:: SOURCE DATA
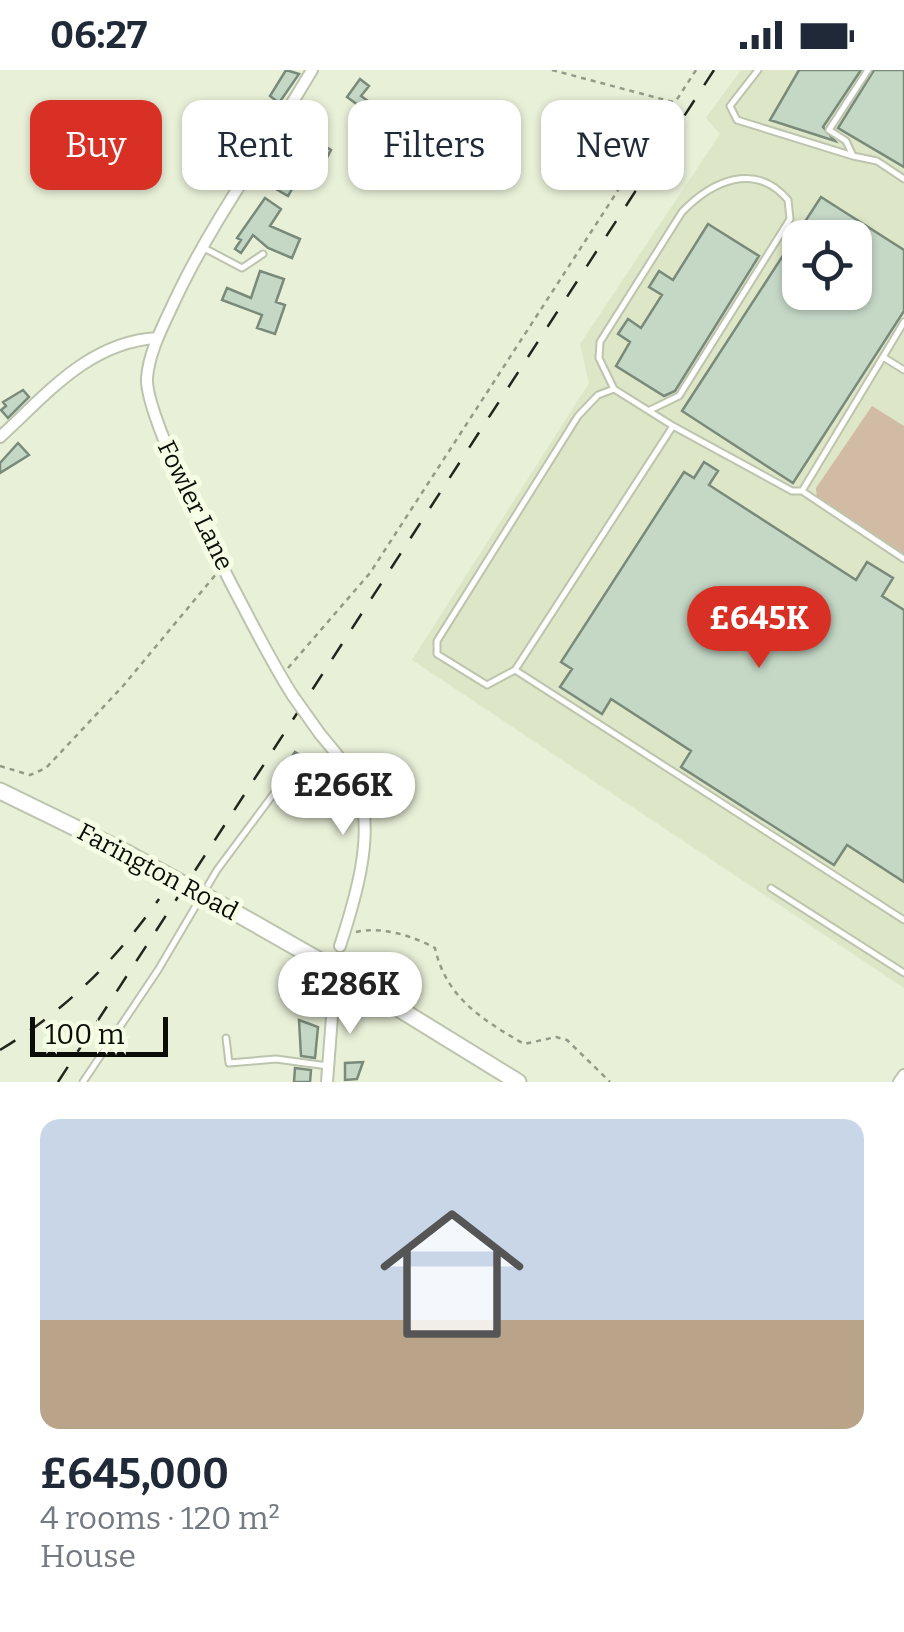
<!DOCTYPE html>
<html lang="en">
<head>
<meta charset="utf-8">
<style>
	body { margin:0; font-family:Bitter,serif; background:#f6f6f7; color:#1f2937; height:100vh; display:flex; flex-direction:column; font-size:38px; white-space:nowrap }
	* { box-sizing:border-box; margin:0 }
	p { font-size:32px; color:#747a83 }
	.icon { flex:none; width:55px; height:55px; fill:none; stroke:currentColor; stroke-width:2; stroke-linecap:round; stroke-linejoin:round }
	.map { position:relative; height:1012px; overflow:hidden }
	.details { display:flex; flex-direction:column; background:#fff; flex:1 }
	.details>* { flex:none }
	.top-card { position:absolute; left:30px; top:30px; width:845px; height:90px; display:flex; gap:20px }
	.buttons { position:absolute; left:782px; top:150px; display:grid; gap:20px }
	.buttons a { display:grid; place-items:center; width:90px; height:90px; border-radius:20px; background:#fff; box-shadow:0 2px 8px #0004; font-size:50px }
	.scale { position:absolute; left:30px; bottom:25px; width:138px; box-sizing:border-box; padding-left:10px; border:5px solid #0b0d06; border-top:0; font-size:28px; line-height:35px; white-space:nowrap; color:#0b0d06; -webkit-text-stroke:8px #f6fde5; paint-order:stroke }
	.price { position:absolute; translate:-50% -85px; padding:0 22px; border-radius:35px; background:#fff; color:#222; font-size:32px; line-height:65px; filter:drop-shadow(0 2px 5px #0008) }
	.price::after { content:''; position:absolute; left:50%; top:60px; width:30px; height:22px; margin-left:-15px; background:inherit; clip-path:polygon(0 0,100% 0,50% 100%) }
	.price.on { background:#d93025; color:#fff }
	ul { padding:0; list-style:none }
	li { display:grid; align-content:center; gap:20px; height:530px; padding:0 40px }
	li+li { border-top:2px solid #e0e1e3 }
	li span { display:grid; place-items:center; height:310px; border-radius:20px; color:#555 }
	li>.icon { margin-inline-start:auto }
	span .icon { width:180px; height:180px; fill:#fffc; stroke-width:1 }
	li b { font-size:42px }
	.tag { padding:0 35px; border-radius:20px; background:#fff; box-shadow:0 2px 8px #0004; font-size:35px; line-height:90px }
	.tag.on { background:#d93025; color:#fff }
	.status { display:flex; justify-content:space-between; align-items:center; height:70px; padding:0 50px; background:#fff; direction:ltr }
	.status svg { height:28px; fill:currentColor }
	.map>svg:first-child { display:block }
	.built { fill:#dde6c7; fill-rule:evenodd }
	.green { fill:#d1bba4 }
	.building { fill:#c5d8c6; stroke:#798a7a; stroke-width:2.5; fill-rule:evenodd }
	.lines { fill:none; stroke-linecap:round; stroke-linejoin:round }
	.service-casing { stroke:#bdc4ad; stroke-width:9 }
	.minor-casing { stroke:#bdc4ad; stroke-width:14 }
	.trunk-casing { stroke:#bdc4ad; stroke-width:19 }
	.path { stroke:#959a88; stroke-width:2.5; stroke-dasharray:5 5; stroke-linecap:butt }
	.service { stroke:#fff; stroke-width:5 }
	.minor { stroke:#fff; stroke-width:10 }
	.trunk { stroke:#fff; stroke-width:15 }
	.rail { stroke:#23261d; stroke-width:2.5; stroke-dasharray:18 18; stroke-linecap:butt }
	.minor-bridge-casing { stroke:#bdc4ad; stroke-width:14; stroke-linecap:butt }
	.trunk-bridge-casing { stroke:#bdc4ad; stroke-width:19; stroke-linecap:butt }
	.minor-bridge { stroke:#fff; stroke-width:10 }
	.trunk-bridge { stroke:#fff; stroke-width:15 }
	.labels { text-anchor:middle; stroke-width:10; stroke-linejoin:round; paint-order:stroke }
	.street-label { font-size:25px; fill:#0b0d06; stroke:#f6fde5 }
</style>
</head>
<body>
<div class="status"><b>06:27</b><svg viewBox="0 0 49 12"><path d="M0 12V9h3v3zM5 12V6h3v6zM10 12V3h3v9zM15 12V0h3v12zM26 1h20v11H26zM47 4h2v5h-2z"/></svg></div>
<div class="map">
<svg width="904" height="1012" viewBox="0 0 904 1012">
	<rect width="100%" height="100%" fill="#e9f0d8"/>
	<path class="built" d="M 741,0 L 904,0 L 904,918 L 412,590 L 589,313 L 580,274 L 720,64 L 706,48 ZM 800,168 L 855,168 L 855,222 L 800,222 Z"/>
	<path class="green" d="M 872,336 L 904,356 L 904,486 L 817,429 L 816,418 Z"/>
	<path class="building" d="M 286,0 L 299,4 L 279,33 L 270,26 Z
		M 799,0 L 861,0 L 823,57 L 835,71 L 770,50 Z
		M 874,0 L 904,0 L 904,97 L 838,58 Z
		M 360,9 L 369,16 L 361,26 L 368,31 L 362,38 L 347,27 Z
		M 321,74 L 331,80 L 315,110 L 298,100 Z
		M 229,84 L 239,90 L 222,115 L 212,109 Z
		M 269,104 L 281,112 L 285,105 L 296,112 L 288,126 L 264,112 Z
		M 821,127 L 904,180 L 904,241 L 793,413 L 682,341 ZM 800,168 L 855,168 L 855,222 L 800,222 Z
		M 265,128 L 281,139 L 270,156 L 300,169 L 292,188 L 268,178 L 253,165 L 241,183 L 235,179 L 241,170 L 237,168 Z
		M 708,154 L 759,186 L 675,321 L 664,326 L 616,296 L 630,272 L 618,264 L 628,249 L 641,258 L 662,225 L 649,217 L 659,201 L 673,210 Z
		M 260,201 L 284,209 L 276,232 L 285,235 L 275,264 L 257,258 L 262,245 L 222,230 L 227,218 L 251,228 Z
		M 23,320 L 29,327 L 8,348 L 1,340 L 6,336 L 3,332 Z
		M 18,373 L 29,385 L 0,403 L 0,393 Z
		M 704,392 L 718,401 L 709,415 L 856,510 L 867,492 L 893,508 L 882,526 L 904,540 L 904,812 L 847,775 L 834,795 L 681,697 L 691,681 L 611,629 L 602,644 L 560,617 L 572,599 L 561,592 L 684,402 L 694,408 Z
		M 295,682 L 303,687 L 289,710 L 280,704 Z
		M 299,950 L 318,957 L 315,988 L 301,986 Z
		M 363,992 L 357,1009 L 345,1010 L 345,993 Z
		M 295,998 L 311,1000 L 310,1012 L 294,1012 Z"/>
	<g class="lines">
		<g class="service-casing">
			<path id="service" d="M 758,0 L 730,36 L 737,50 L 853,86
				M 868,0 L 829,60 L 846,71 L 853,86 L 877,91 L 904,109
				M 204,178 L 242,198 L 263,184
				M 883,287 L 904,252
				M 904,300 L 883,287 L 802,421 L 904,489
				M 614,319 L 599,288 L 600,272 L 682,142 C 712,111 755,91 788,130 L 790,149 L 679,326 L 650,340
				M 802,421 L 792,421 L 673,356 L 515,600 L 904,850
				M 515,600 L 487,615 L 437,584 L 437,571 L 578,346 L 598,325 L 614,319 L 673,356
				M 771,818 L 904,903
				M 226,968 L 229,993 L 276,989 L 328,996
				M 83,1012 L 158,900 L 217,800 L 278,718"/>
		</g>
		<g class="minor-casing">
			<path id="minor" d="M 0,367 C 47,324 89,272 157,268
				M 293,626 C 263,580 144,353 147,308 C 149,281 164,254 175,230 C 213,149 267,77 312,0
				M 320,664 C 335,682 351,699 359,722 C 375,766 354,833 340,876
				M 327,1012 L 334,920
				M 899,1012 L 904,1005"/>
		</g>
		<g class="trunk-casing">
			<path id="trunk" d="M 0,721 L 127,783
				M 236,843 L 315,888
				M 349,908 L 518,1012"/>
		</g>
		<path class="path" d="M 552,0 L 673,32
			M 288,598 L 370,503 L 696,0
			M 0,696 L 30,705 L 46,698 L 123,616 L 217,503
			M 356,862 C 382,856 413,866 435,878 C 446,928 483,950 524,974 L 556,967 L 567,970 L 610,1012"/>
		<use href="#service" class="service"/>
		<use href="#minor" class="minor"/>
		<use href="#trunk" class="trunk"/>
		<path class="rail" d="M 0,980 C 66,940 115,891 159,829
			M 58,1012 L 714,0"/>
		<g class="minor-bridge-casing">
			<path id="minor-bridge" d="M 293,626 L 320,664"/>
		</g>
		<g class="trunk-bridge-casing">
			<path id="trunk-bridge" d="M 127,783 L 236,843
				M 315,888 L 349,908"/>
		</g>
		<use href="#minor-bridge" class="minor-bridge"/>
		<use href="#trunk-bridge" class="trunk-bridge"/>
	</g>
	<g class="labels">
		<g class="street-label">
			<text transform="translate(196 435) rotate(64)" y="9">Fowler Lane</text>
			<text transform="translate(158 801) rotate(28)" y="9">Farington Road</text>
		</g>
	</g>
</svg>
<div class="buttons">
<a><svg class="icon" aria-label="locate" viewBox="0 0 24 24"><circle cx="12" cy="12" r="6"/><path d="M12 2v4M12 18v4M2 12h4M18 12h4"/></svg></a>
</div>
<div class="scale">100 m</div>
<b class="price on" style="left:759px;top:601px">£645K</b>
<b class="price" style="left:343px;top:768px">£266K</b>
<b class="price" style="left:350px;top:967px">£286K</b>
<div class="top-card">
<a class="tag on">Buy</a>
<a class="tag">Rent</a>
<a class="tag">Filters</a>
<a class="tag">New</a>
</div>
</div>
<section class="details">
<ul>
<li><span style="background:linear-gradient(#c9d6e8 65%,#b9a48a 0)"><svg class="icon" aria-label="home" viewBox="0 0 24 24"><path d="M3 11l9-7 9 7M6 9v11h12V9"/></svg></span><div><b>£645,000</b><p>4 rooms · 120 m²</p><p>House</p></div></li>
</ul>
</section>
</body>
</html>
::::
**THE TASK:** Number of lines with the string "none" in the data above: report this figure and nothing more.

**THE ANSWER:** 4